Senhor das Trevas e Satã são nomes que a todo momento são citados, e a série não se intimida em mostrar o dito cujo para o espectador logo nos primeiros episódios. Um ser antropoZOOmórfico, metade homem metade bode, assustador, a figura do Baphomet em pessoa (o que gerou reclamações e processo do Templo Satânico). E não só isso, a série tem demônios bizarros, cenas de possessão sinistras e um enredo que remete intrinsecamente ao satanismo. Porém, ao mesmo tempo que assusta o espectador, a série se deita numa origem satânica do mundo dos bruxos, e desvirtua bastante da origem da cultura “bruxa”, que acima de tudo adorava a Mãe Natureza. Hoje em dia sabemos que muitas das bruxas do passado nada mais eram que as curandeiras ligadas à natureza que uma população de um lugar remoto recorria para tratar de doenças e males, físicos ou espirituais. Mulheres que desafiavam a ciência e também o patriarcado, já que elas, mulheres, detinham um conhecimento maior que outro homem de suas aldeias e etc. A série nesse ponto comete um erro grande ao reforçar o estereótipo que levou muitas dessas mulheres a serem queimadas ou enforcadas no passado (fatos que compõe a trama da produção), e comete um erro ainda maior quando coloca o “mundo bruxo” sendo governado por um HOMEM com título de Sacerdote.

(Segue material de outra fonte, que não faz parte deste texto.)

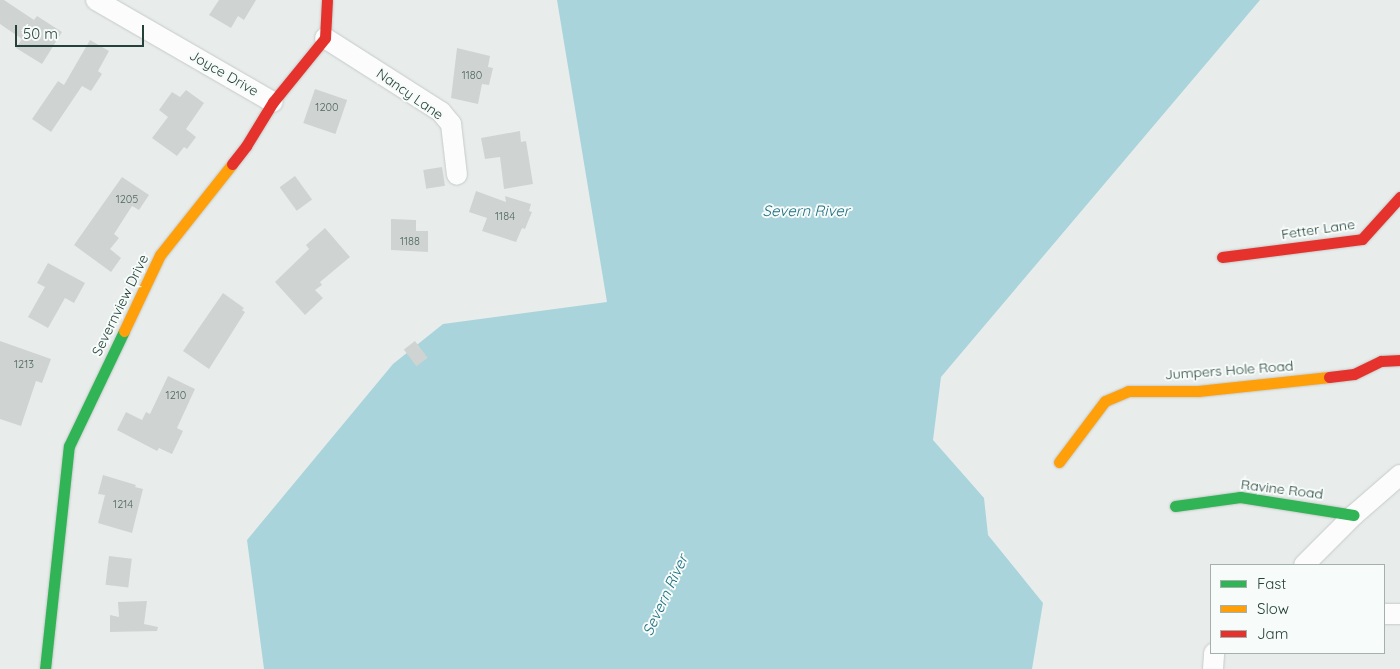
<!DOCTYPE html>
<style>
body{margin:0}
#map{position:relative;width:1400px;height:669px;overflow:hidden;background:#e8edeb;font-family:Quicksand,sans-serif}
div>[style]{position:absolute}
.water>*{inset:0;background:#a9d4db}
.building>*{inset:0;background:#cfd4d2;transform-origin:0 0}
.roads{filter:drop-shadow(0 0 1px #c5cac8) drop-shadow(0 0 1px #c5cac8)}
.street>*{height:20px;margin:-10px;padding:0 10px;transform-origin:10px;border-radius:10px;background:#fcfcfc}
.fast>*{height:11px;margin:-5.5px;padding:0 5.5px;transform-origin:5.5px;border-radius:5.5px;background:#30b455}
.slow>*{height:11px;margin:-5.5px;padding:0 5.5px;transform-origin:5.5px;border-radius:5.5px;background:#ff9f0a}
.jam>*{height:11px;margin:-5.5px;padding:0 5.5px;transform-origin:5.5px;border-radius:5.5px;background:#e5322d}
span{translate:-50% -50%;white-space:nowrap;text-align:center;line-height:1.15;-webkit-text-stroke:4px #f7fbf9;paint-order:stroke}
.number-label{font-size:11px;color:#506761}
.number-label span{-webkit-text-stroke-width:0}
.street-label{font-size:14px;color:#24423a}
.water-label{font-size:15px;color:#1c6f80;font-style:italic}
.legend{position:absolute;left:1210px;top:564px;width:175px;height:90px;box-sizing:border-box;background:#f7fbf9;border:1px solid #a3b1ad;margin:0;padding:6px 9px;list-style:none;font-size:15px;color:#24423a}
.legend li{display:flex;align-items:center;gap:10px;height:25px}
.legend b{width:25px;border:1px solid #a3b1ad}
.scale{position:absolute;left:15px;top:25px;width:129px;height:22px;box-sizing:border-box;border:2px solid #24423a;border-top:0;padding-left:6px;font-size:15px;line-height:18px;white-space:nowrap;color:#24423a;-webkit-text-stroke:4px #f7fbf9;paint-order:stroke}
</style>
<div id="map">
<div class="water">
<i style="clip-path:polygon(557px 0,1260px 0,941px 377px,933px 440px,984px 498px,988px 535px,1043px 603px,1032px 669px,264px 669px,247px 540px,393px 364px,443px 324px,607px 302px)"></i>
</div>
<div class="building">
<i style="clip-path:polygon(0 0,4px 0,34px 20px,37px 16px,62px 32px,42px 64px,16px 48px,22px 39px,0 24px)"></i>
<i style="clip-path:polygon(219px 0,256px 0,244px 20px,238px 16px,231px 28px,209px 15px)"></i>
<i style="clip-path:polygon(90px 40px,109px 51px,98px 71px,102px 74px,91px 91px,82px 86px,51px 132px,32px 119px,58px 81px,64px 85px)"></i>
<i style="clip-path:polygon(457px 48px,490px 56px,488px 67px,493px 68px,489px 85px,482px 84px,478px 104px,451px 98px)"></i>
<i style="left:315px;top:89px;width:34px;height:36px;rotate:19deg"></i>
<i style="clip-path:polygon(186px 90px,204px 103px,186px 129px,196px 137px,187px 149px,184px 147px,177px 156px,152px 138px,168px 117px,159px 110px,172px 92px,180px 97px)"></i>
<i style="clip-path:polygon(520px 131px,521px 142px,526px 141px,533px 184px,504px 189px,500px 157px,485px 159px,481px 138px)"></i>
<i style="left:442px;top:167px;width:19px;height:19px;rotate:81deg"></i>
<i style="left:295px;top:176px;width:29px;height:19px;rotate:54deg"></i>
<i style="clip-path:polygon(122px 177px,149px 195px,139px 210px,132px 206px,114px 234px,119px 238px,110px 249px,121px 258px,111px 272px,74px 245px)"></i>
<i style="clip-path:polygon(476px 191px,506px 202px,505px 196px,531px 204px,529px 211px,532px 212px,525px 229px,522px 228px,516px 242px,482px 231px,487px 218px,469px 212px)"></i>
<i style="clip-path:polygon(391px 219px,416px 220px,416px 231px,428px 231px,428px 252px,391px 250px)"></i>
<i style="clip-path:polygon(325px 228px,350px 257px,320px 282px,322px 285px,315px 290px,323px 298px,305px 315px,275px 282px,309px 249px,306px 245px)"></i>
<i style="clip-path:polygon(48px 263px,85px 283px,74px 303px,65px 298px,48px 328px,28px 317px,45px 287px,37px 283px)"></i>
<i style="clip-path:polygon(223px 293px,244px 308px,242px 310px,245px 312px,209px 369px,183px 351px)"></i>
<i style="clip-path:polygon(0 341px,51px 359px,42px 383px,36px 381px,21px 426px,0 419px)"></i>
<i style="left:415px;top:341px;width:21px;height:14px;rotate:53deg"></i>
<i style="clip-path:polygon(168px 376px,195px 389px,177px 428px,183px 431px,172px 454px,159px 448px,157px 451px,117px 430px,126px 412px,142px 420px,146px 412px,150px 414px)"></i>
<i style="clip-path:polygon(103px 475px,136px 485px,135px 487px,143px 489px,132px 533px,98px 523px,105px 495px,98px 494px)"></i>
<i style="left:109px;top:556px;width:23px;height:29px;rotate:7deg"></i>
<i style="clip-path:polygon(147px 601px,144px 624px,158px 627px,157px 631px,110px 632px,110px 615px,119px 617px,118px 602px)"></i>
</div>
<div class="roads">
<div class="street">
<i style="left:96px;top:0;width:204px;rotate:30deg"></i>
<i style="left:325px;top:38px;width:138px;rotate:32.5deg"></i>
<i style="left:441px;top:112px;width:16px;rotate:50deg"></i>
<i style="left:451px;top:124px;width:51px;rotate:83.3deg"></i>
<i style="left:1304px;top:565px;width:71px;rotate:-45deg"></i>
<i style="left:1354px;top:515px;width:61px;rotate:-41deg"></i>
<i style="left:1384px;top:614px;width:16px"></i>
<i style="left:1213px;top:669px;width:16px;rotate:-86deg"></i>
</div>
<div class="fast">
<i style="left:1175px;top:506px;width:66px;rotate:-7.9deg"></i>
<i style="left:1240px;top:497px;width:115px;rotate:9deg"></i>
<i style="left:45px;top:669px;width:224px;rotate:-83.9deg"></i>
<i style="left:69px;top:446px;width:127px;rotate:-64.4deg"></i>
</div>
<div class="slow">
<i style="left:124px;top:331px;width:84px;rotate:-64.7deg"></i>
<i style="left:160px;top:255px;width:116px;rotate:-51.6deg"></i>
<i style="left:1059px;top:462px;width:76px;rotate:-53deg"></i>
<i style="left:1105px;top:401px;width:25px;rotate:-23deg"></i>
<i style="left:1128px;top:391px;width:70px"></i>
<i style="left:1198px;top:391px;width:132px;rotate:-6.1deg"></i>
</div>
<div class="jam">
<i style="left:232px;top:164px;width:23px;rotate:-52deg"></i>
<i style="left:246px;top:146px;width:52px;rotate:-58.5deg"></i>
<i style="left:273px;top:102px;width:82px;rotate:-50.9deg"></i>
<i style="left:325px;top:38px;width:38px;rotate:-87deg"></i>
<i style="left:1222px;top:257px;width:141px;rotate:-7.3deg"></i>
<i style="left:1362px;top:239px;width:57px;rotate:-47.9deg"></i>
<i style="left:1329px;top:377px;width:25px;rotate:-7deg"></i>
<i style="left:1354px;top:374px;width:30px;rotate:-26deg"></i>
<i style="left:1381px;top:361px;width:19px;rotate:-3deg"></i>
</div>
</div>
<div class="number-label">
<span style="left:472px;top:75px">1180</span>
<span style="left:327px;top:107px">1200</span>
<span style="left:127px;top:199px">1205</span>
<span style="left:505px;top:216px">1184</span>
<span style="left:410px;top:241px">1188</span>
<span style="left:24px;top:364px">1213</span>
<span style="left:176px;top:395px">1210</span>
<span style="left:123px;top:504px">1214</span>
</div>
<div class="street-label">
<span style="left:224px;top:73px;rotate:30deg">Joyce Drive</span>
<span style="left:410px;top:94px;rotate:35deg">Nancy Lane</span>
<span style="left:1318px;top:229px;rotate:-8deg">Fetter Lane</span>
<span style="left:120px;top:305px;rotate:-64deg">Severnview Drive</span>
<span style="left:1229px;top:370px;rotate:-4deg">Jumpers Hole Road</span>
<span style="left:1282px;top:489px;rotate:7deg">Ravine Road</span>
</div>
<div class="water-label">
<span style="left:806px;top:211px">Severn River</span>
<span style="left:665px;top:595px;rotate:-65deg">Severn River</span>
</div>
<ul class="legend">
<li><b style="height:6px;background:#30b455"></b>Fast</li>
<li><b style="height:6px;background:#ff9f0a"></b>Slow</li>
<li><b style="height:6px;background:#e5322d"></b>Jam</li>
</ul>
<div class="scale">50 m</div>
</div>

Para maior curiosidade sobre esses temas, ouça os nossos poscasts que falamos sobre bruxas (clique aqui) e sobre demônios (clique aqui).
Com os problemas expostos, cabe ao espectador ignorá-los ou não. Lembrando que tais problemas não afetam o arco narrativo da obra em si, que por sinal é bem desenvolto. Conseguindo aplicar terror, suspense e momentos de ternura durante os episódios que sempre deixam o mistério a ser respondido no ar, prendendo o assinante. Porém a partir do arco do acidente da caverna a trama fica bem previsível e o rumo de dificultar a relação de Sabrina e Harvey (Ross Lynch) fica bastante evidente. Porém não chega a ser algo inaceitável, apenas previsível. Ao final percebe-se que O Mundo Sombrio de Sabrina ainda tem muito gás para dar e muitos mistérios a serem solucionados, e quem sabe uma reviravolta nos estereótipos e no patriarcado possa acontecer no futuro. Fica a esperança dessas quebras de paradigma, mas a manutenção do ambiente sombrio e personagens carismáticos.
A Netflix acertou obtendo os direitos da personagem dos anos 90 enxergando o potencial que a franquia tinha combinando apelo popular e uma trama altamente sombria. Coisas que com certeza seu algoritmo indicava para ser produzido. Porém algo que nenhum número de algoritmo dá certeza é a de fazer realmente uma boa obra, coita que O Mundo Sombrio de Sabrina definitivamente é. Méritos da produção e elenco da série, e que venham mais mistérios e tramas sombrias nas próximas temporadas.